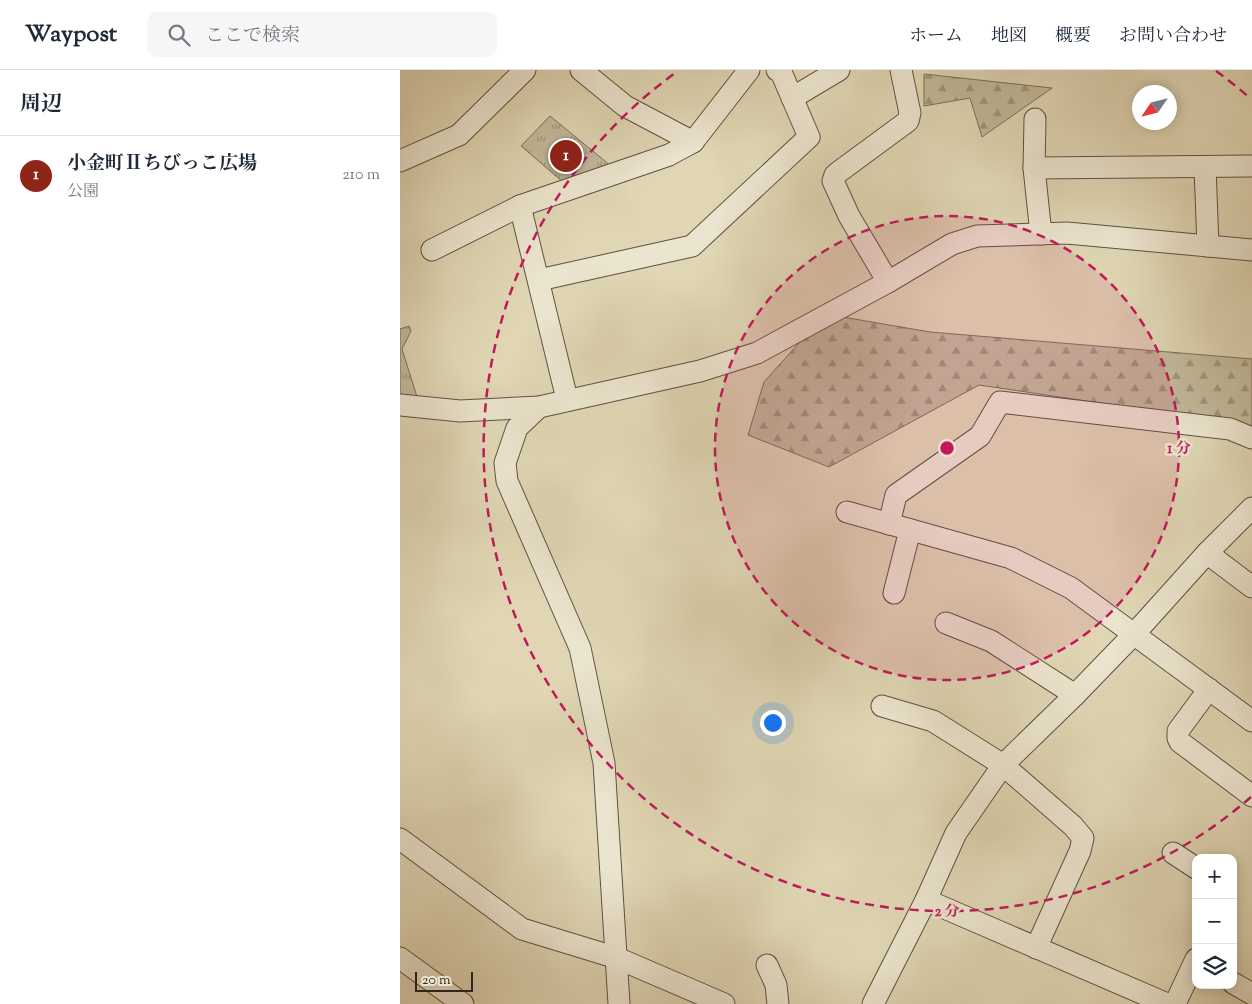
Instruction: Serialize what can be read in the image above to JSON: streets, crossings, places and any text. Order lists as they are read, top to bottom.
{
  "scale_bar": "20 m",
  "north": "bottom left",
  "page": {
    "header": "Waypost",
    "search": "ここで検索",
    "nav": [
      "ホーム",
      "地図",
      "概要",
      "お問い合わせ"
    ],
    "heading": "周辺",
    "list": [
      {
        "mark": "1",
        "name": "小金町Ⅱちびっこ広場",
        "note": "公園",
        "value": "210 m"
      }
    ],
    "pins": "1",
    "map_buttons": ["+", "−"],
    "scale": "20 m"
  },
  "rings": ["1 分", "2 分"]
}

__________

## What is being asked
Return every entry above word for word, leaving pictures out.

## Written response
Instruction: Serialize what can be read in the image above to JSON: streets, crossings, places and any text. Order lists as they are read, top to bottom.
{
  "scale_bar": "20 m",
  "north": "bottom left",
  "page": {
    "header": "Waypost",
    "search": "ここで検索",
    "nav": [
      "ホーム",
      "地図",
      "概要",
      "お問い合わせ"
    ],
    "heading": "周辺",
    "list": [
      {
        "mark": "1",
        "name": "小金町Ⅱちびっこ広場",
        "note": "公園",
        "value": "210 m"
      }
    ],
    "pins": "1",
    "map_buttons": ["+", "−"],
    "scale": "20 m"
  },
  "rings": ["1 分", "2 分"]
}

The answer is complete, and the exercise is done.